1.) Von L. folgende beunruhigende Nachricht: Bei ihr in der Firma ist das Psychocoaching (Stichwort: „Teamarbeit“) neulich eingerückt. Ein paar Tage nach dem verhängnisvollen Einzug, sprach der Geschäftsführer das „Team“ an und bat jede/n Mitarbeiter/in das Du an.
Denkanstoß: Darf man „Nein, danke“ sagen, wenn der Chef das Du anbietet?
Nach einer weiteren Woche wurde eine Mitarbeiterversammlung anberaumt. So eine Versammlung findet üblicherweise entweder vor dem Weihnachtsfest statt, um gute Laune zu verbreiten oder wenn etwas Unangenehmes bevorsteht: etwa schlechte Verkaufszahlen und die Notwendigkeit, Arbeitsplätze oder Gehaltserhöhungen zu streichen.
Diesmal aber war‘s anders: Ein energischer Psychocoach wollte die Belegschaft fürs neue Firmenkredo einstimmen - nach dem Motto „Kreativität“ und „Flexibilität“. Fortan sollten sich alle duzen, tat er kund, vom Hausmeister bis zu den Chefs.
Es folgten nun Auflockerungsübungen: aufstehen , Arme über den Kopf weit weit weit in die Höhe strecken, dann vor sich halten und weit weit weit nach vorne strecken. Dann Kreise mit den Schultern machen. „Entspannt Euch!“ trillerte er. “Spürt den eigenen Körper!“ usw.
Schließlich sollten sich alle Teilnehmer in vierer Gruppen einteilen, und zwar mit folgender Aufgabe: sich auf eine Zahl zwischen eins und neun zu einigen. Jeder durfte triftige Argumente vortragen, um von seiner/ihrer Lieblingszahl zu überzeugen.
L. geriet in eine kleine Gruppe aus der Chefetage. Auch der Geschäftsführer war mit von der Partie. Das ist passiert, weil sie nicht gut sieht und in der ersten Reihe saß - neben den Bonzen also.
In dieser kleinen Runde machte der Geschäftsführer als erster einen Vorschlag. Als Chef musste er wohl die Initiative nehmen. Er möge die sieben, meinte er. „Oder möchte jemand eine andere Zahl in die Runde bringen?“ fragte er.
Es herrschte Stillschweigen. Alle schauten sich ein bisschen gschamig an, als hätten sie entdeckt, dass sie nackt waren.
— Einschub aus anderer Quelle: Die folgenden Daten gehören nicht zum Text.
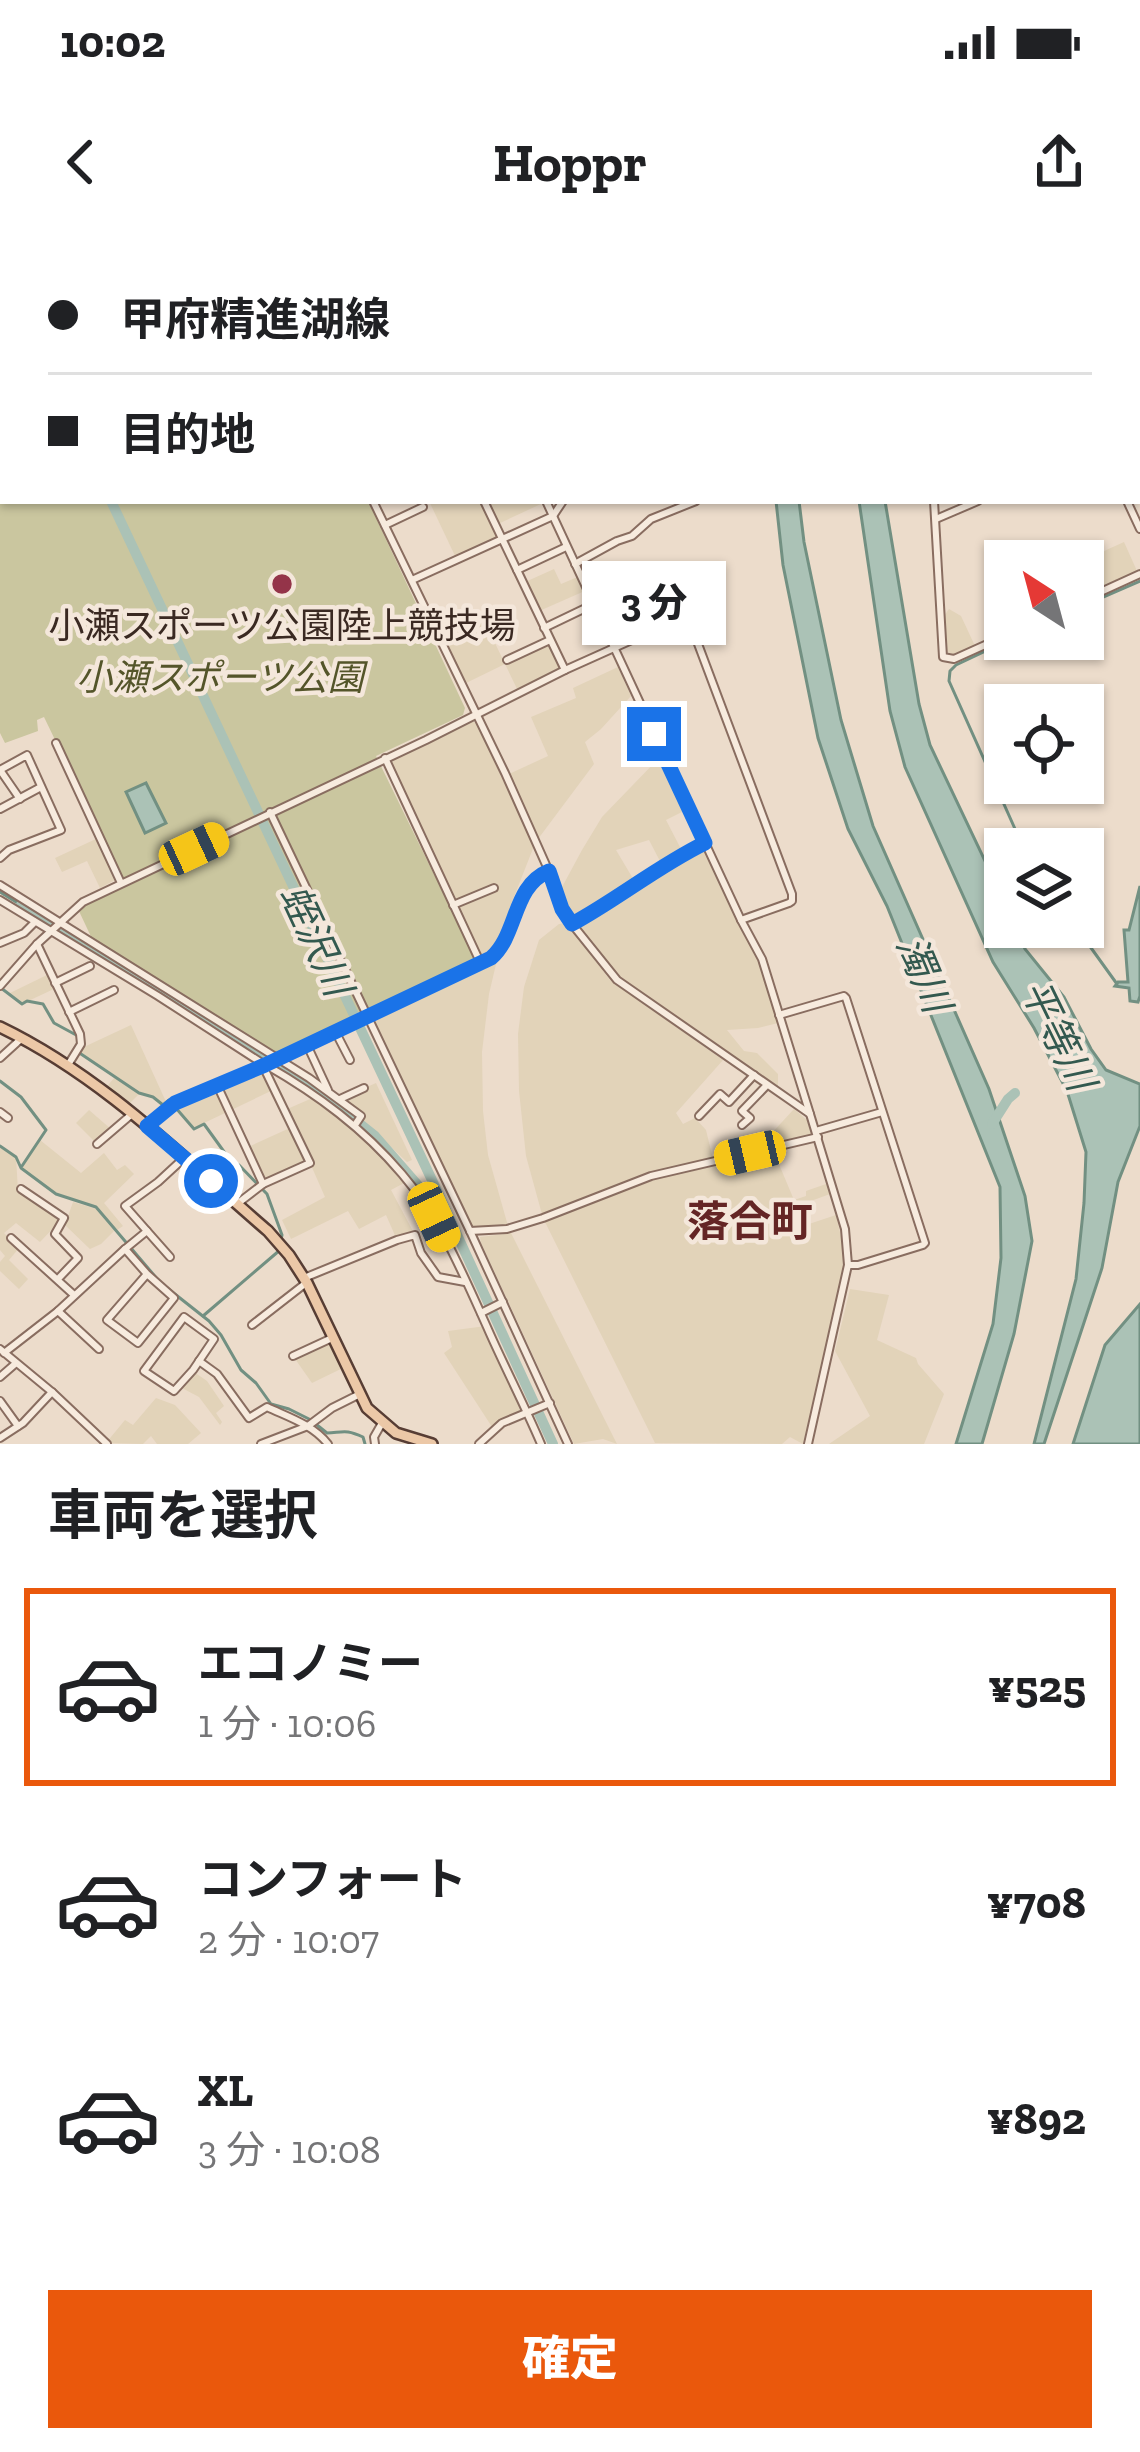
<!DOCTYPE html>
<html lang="ja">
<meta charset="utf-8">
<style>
body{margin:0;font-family:"Zilla Slab","Noto Sans JP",serif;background:#f2f2f2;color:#202124;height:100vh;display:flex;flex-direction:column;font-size:45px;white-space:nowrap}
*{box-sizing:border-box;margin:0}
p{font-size:39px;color:#757577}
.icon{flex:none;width:66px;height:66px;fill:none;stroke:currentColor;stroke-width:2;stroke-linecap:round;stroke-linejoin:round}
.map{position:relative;height:1204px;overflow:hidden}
.sheet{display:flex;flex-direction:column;background:#fff;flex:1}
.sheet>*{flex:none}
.banner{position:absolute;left:0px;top:0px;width:1140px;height:264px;box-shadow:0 3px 9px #0004;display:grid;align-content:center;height:264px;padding:0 48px;background:#fff}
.needle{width:78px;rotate:324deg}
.tools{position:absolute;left:984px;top:300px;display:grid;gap:24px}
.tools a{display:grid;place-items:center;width:120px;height:120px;border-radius:0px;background:#fff;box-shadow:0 3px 9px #0004;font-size:60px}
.end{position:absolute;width:54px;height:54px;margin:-27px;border:15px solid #1a73e8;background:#fff;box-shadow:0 0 0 6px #fff}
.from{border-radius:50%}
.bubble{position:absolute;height:84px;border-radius:0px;background:#fff;box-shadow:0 3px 9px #0004;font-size:39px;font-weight:800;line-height:84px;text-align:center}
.car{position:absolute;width:36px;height:72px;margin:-36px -18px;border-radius:15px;box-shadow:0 0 9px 3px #0007;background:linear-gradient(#f5c518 24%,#345 0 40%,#f5c518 0 76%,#345 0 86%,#f5c518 0)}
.banner b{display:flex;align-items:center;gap:42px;height:114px;font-size:45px}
.banner b+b{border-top:3px solid #e0e0e0}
.banner i{width:30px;height:30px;background:#202124}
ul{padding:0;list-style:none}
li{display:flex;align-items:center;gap:36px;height:198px;margin:0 24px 18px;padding:0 24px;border:6px solid transparent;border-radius:0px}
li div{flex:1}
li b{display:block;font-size:45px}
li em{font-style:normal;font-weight:800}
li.active{border-color:#ea580c}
li>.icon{width:108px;height:108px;stroke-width:1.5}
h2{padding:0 48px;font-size:54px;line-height:144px}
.cta{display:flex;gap:24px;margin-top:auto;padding:24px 48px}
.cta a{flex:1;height:138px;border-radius:0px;background:#ea580c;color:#fff;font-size:48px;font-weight:800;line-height:138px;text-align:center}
.status{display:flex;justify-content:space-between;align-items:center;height:84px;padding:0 60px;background:#fff;direction:ltr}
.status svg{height:33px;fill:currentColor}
header{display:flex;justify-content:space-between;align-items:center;height:156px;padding:0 48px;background:#fff;font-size:54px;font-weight:800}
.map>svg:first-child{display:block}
.farmland{fill:#e2d3b9}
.green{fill:#cac69f}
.water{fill:#abc2b6;stroke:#729082;stroke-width:3}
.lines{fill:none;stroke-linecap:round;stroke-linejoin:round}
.stream{stroke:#729082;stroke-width:3}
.river{stroke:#abc2b6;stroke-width:10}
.minor-casing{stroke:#896d60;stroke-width:10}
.major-casing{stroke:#573d34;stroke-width:14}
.minor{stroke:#f7ebde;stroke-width:6}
.major{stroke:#ecc8a7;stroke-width:9}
.route{stroke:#1a73e8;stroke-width:15}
.poi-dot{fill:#943449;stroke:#f4e7db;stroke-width:4.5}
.labels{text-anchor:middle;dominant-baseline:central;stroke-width:9;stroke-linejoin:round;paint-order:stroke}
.poi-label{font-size:36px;fill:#3a2922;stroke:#f4e7db}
.park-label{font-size:36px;font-style:italic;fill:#54552a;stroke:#f4e7db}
.water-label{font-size:39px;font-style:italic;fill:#33594f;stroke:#f4e7db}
.quarter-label{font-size:42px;font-weight:bold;fill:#642525;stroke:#f4e7db}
</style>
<div class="status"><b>10:02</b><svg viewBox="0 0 49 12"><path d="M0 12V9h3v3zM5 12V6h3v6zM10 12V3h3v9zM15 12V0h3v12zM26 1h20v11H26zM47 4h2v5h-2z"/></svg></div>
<header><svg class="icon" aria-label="back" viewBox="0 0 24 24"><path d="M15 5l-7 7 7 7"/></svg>Hoppr<svg class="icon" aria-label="share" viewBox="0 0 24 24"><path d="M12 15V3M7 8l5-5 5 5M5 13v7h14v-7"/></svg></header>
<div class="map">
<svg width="1140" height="1204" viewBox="0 0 1140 1204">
<rect width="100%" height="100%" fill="#ecdccb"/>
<g class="farmland">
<polygon points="429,261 484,261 503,299 457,320"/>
<polygon points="487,261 542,261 543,263 498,284"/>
<polygon points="1124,302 1137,331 1083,356 1082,321"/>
<polygon points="554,329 561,344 580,336 587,350 537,372 523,343"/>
<polygon points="949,369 961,376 975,406 955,415 947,412 945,407 944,376"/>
<polygon points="484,380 505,424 551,403 565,430 519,453 505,424 462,445 441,402"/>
<polygon points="618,427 631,456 601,489 585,502 594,524 538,599 509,534 548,516 531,477 576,458 573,448"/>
<polygon points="471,481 476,483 534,606 510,667 500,704 495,710 481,718 389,522 391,519"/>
<polygon points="659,518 686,570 666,580 682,611 661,623 649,600 616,610 635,642 608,654 609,660 572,677 561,649 582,610 602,577"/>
<polygon points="98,598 117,639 100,648 87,621 62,632 55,618"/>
<polygon points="705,603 762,719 782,782 758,788 727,790 744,811 757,813 778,834 778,853 617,740 572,684"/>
<polygon points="566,683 610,740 723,820 676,873 683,884 695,878 706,890 713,919 639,936 543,978 526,916 519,851 518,794 524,747 539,700 559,684"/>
<polygon points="497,720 489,754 482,812 483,871 488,915 508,986 476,988 469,983 374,784 378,776"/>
<polygon points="51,733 58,747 22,764 8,754"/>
<polygon points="131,785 167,864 164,866 153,857 139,854 125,868 104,850 115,837 76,812 81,804 86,806"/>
<polygon points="263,829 273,850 204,883 194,888 177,867"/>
<polygon points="376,843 412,920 407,922 340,859"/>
<polygon points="317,856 330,864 408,941 391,950 415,995 397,1000 386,975 359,989 348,971 291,999 282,980 325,957 310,923 263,944 246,908 292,887 285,870"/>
<polygon points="794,869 807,880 812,896 751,910 749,901 762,890 770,895"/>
<polygon points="89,870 112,890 97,904 76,883"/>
<polygon points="40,900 81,933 104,913 117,930 125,925 134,934 104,963 123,986 117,990 97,970 114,991 101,1004 90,1009 65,985 73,962 97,969 96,967 56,954 22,928"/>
<polygon points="0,906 16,917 18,951 58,978 59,982 40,1002 16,983 4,993 19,1008 9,1020 28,1039 19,1049 0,1031 0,1022 5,1016 0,1010"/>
<polygon points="773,910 794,960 806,956 806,951 826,944 830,954 800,965 806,985 836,975 845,1014 844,1036 803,1204 790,1197 782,1204 655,1203 545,982 663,935"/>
<polygon points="511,993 617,1204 603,1199 574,1204 481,1003 480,997"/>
<polygon points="850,1049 889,1055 877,1100 916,1118 918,1124 944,1154 924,1204 829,1204 870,1176 835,1111"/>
<polygon points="486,1086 528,1173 494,1190 444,1113 452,1107 448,1091"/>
<polygon points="332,1098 347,1126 312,1143 293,1116"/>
<polygon points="194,1132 207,1141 224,1166 216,1173 222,1182 220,1185 199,1157 180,1147"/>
<polygon points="156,1158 175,1165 201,1193 188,1204 157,1204 151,1196 143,1204 106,1203 125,1180 133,1185"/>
</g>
<polygon class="green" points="3,112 3,261 368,261 465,468 463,475 376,516 476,720 277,819 164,743 94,703 78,669 124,643 44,477 37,480 38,491 5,503 0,493 0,114"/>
<g class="water">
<polygon points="776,261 799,261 804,302 841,480 873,586 989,849 1025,956 1032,1001 1014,1094 982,1204 956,1204 993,1084 1001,1018 1000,947 887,666 848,589 818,498 783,325"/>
<polygon points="859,261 885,261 919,464 930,505 1005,663 1005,687 1015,687 1025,709 1064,757 1091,809 1106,830 1140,844 1140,886 1118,942 1102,1028 1044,1204 1034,1204 1076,1039 1084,963 1086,912 1067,851 1034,788 993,722 905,527 890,471"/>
<polygon points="146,543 166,583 145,593 126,552"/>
<polygon points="1140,646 1140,756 1138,762 1130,761 1129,748 1115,746 1118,742 1128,742 1124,690 1129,690"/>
<polygon points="1140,1064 1140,1204 1073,1204 1105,1105"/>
</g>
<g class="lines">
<g class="stream">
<polyline points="1083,366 1140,341"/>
<polyline points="1011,399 956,425 950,431 949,441 1024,609"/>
<polyline points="0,652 21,665 17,667"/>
<polyline points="1076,687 1117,744"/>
<polyline points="1,748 22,764 27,761 43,764 54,783 78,796"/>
<polyline points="78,812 139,853 153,857 163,865 169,860 194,889 204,884 230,920 239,925 267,954 282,995 281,1000"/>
<polyline points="0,841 21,857 46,890 22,926"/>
<polyline points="0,906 16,917 21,928 56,954 96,967 159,1041"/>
<polyline points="166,1047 209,1081 221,1095 241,1130 256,1143 271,1164 289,1169 309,1179"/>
<polyline points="203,1076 280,1010"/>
<path d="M317 1185 327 1193C344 1192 346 1189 363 1197L365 1204"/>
</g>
<g class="river">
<polyline points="0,27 3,34"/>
<polyline points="111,261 431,938 553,1204"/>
<polyline points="21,665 275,822 326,857 375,896 423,951 447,984"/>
<polyline points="992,884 1008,859 1015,853"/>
</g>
<defs>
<g id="minor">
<polyline points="251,0 253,3"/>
<polyline points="363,0 364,3"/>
<polyline points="421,0 423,3"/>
<polyline points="457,0 458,3"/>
<polyline points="490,0 491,3"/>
<polyline points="539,0 545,3"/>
<polyline points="666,0 667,3"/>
<polyline points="878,0 879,3"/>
<polyline points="1009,0 1010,3"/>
<polyline points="1119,0 1120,3"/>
<polyline points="101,3 107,0"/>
<polyline points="222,3 229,0"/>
<polyline points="377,3 383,0"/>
<polyline points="568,3 572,0"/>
<polyline points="1072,3 1078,0"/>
<polyline points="1137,39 1140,46"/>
<polyline points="0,108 3,106"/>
<polyline points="1137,197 1140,195"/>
<polyline points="373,261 505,533 555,645 562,669 572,684 617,740 810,874 845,989 848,1025 808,1204"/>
<polyline points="484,261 565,430"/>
<polyline points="546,261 741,680"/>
<polyline points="934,261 943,417 954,419 1005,396"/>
<polyline points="1127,261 1140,289"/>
<polyline points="936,279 978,261"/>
<polyline points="385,285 423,267"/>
<polyline points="575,324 617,301 632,296 651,279 696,261"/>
<polyline points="517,330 566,307"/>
<polyline points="412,340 553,276 563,261"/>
<polyline points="1083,360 1140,334"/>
<polyline points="544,388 594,364"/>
<polyline points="507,420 550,400"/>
<polyline points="56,503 121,643"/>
<polyline points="385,518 481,724"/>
<polyline points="0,530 27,515 61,590 9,610 0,618"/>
<polyline points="0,530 20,559"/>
<polyline points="0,569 41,547"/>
<polyline points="270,572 470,991 568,1204"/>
<polyline points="0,645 309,838 361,876 355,885"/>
<polyline points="0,660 158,756 265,825"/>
<polyline points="453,665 494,648"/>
<path d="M572 684C618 659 658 626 705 603"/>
<polyline points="0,703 24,693 35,682"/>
<polyline points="37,704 80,794 81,804 68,825"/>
<polyline points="55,743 90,726"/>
<polyline points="0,746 37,704 83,662 426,500 565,430 683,377 689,380 792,654 792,661 789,663 741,680 762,719 810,874"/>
<polyline points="69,772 114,750"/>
<polyline points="779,775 844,756 846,758 925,1003 923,1005 858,1025 848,1025"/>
<polyline points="335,791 350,820"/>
<polyline points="307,805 328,850"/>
<polyline points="0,818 22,798"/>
<path d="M266 825C318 855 363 888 402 934 440 978 463 1034 487 1087 504 1126 524 1164 541 1204"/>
<polyline points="217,845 263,944"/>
<polyline points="340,859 364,848"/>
<polyline points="0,872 8,878"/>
<polyline points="699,876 720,854 729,862 754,835"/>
<polyline points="742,885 750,878 742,871 767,845"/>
<path d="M147 886 174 863 265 825 491 718C519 695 512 645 549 631"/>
<polyline points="816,891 882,872"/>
<polyline points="97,904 132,874"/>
<polyline points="21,949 64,978 55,994 78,1018 58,1039"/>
<polyline points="237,964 263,944 310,923 263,826"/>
<polyline points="147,991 125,966 158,942 184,918"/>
<polyline points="470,991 507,989 543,978 651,936 818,897"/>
<polyline points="11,998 74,1055"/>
<polyline points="125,1009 147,991 170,1017"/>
<polyline points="304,1038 397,1000 415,995 421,1013 438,1037 465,1042"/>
<polyline points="58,1071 99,1109"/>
<polyline points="481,1073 503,1062"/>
<polygon points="184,1077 214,1099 193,1130 174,1151 144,1131"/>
<polyline points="252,1085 306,1043"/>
<polyline points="0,1109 52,1152 107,1204"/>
<polyline points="4,1113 58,1071 125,1009 147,1034 174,1058 138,1103 107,1080 147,1034"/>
<polyline points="293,1116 332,1098"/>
<path d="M199 1121 217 1134 249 1178 267 1167C288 1177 312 1184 328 1204"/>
<polyline points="0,1137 15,1124"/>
<polyline points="0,1161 18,1186"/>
<polyline points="0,1198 23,1183 52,1152"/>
<polyline points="261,1204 308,1186 332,1168 360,1154"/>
<polyline points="375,1204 374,1197 382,1183"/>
<polyline points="479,1204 502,1183 550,1163"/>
</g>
<g id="major">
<polyline points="0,65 3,71"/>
<path d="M0 787C102 836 183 918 268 991L289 1015 307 1043 367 1168 396 1193 432 1204"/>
</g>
</defs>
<use href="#minor" class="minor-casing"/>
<use href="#major" class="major-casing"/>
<use href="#minor" class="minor"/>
<use href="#major" class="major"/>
</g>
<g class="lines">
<path class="route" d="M211 941 147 886 175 863 265 825 491 718C518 695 512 646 549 631L562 669 572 684C618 659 658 626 705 603L654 494"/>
</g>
<circle class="poi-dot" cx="282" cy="344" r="12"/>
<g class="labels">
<g class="poi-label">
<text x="282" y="385">小瀬スポーツ公園陸上競技場</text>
</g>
<g class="park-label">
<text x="220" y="437">小瀬スポーツ公園</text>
</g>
<g class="water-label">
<text transform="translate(316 700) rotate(65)">蛭沢川</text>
<text transform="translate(924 734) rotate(67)">濁川</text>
<text transform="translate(1058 795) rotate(64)">平等川</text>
</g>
<g class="quarter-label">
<text x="750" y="981">落合町</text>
</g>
</g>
</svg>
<div class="tools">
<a><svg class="needle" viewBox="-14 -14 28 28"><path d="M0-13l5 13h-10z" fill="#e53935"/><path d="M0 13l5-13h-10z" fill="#757577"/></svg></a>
<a><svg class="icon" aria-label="locate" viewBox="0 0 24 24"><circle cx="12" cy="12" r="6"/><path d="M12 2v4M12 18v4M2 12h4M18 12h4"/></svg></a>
<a><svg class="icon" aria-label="layers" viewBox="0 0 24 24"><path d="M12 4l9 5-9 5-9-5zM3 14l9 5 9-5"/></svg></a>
</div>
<i class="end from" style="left:211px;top:941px"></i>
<i class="end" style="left:654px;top:494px"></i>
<div class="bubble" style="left:582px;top:321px;width:144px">3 分</div>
<i class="car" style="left:194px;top:609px;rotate:65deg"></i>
<i class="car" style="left:750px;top:913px;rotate:257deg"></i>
<i class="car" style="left:434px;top:977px;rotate:155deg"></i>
<div class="banner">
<b><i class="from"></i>甲府精進湖線</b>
<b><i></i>目的地</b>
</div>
</div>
<section class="sheet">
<h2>車両を選択</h2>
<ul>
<li class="active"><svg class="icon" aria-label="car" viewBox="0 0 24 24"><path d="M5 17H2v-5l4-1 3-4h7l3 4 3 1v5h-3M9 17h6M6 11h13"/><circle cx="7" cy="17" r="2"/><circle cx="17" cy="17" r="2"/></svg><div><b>エコノミー</b><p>1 分 · 10:06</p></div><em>¥525</em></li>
<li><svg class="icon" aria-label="car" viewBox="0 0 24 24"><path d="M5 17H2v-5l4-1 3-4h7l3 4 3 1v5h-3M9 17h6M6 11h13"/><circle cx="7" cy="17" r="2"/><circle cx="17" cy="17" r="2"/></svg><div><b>コンフォート</b><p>2 分 · 10:07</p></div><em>¥708</em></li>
<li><svg class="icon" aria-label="car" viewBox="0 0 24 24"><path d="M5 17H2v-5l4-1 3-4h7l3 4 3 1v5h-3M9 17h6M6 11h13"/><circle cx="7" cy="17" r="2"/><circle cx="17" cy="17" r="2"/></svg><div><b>XL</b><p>3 分 · 10:08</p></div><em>¥892</em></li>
</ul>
<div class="cta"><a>確定</a></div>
</section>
Die sieben hatte also leichtes Spiel.
2.) Diese Mitteilung von L. erweckte in mir eine Erinnerung. Wir schreiben das Jahr 1996. Wir, d.h. meine Familie u. ich, leben in Portland, Maine, in den USA, ich arbeite allerdings weiterhin bei einer deutschen Zeitschrift. Man erklärt mich zum „Auslandskorrespondenten“.
Ein neuer Chefredakteur nahm damals die Zügel in die Hand. Ich kannte ihn kaum, und damals war das Mailen noch sehr exotisch. Manchmal telefonierten wir miteinander.
Während eines solchen Gesprächs sagte er mir auf einmal Folgendes: „Sollen wir uns nicht lieber ‚buh‘ sagen?“
Es war Herbst, genauer gesagt, die Halloweenzeit. (Nebenbei: in Portland feiert man das echte Halloween - nicht den ungelenken Import, der sich in Deutschland mit ach und krach etabliert hat). Von daher meinte ich, er mache einen Halloweenwitz: „Buh!“ - wie ein Gespenst.
„Buh?“ fragte ich ahnungslos.
„Ja, buh“.
„Ich versteh nicht“, räumte ich endlich ein. „Wieso ‚buh‘?“
Ja, liebe Leser, Sie ahnen schon. Er wollte mir das „Du“ anbieten. Hab ich natürlich, als ich’s endlich kapiert hab, - mit Vorbehalt - auch angenommen.
Ab dann wurde allgemein geduzt. Alle haben sich in der Redaktion geduzt - der Kreativität und der Flexibilität zuliebe. Zehn Jahre später bekamen wir einen neuen Verlagsleiter. Er sagte mir, als er mich zum ersten Mal kennenlernte (wir lebten längst wieder in Deutschland): „Ach, Sie sind Herr Blumenthal!“
Ich reichte ihm die Hand und lächelte freundlich.
Sie verdienen zu viel.“
Anfang des Endes. Fünf Jahre sägten die Chefs (Mehrzahl) unerbittlich an meinem Stuhl. Mit Ausnahme des Verlagsleiters haben mich alle bis zum bitteren Ende geduzt. Der Verlagsleiter bekommt hier einen großen Lob: Er war zwar ein Arsch, dafür aber stets ehrlich und konsequent.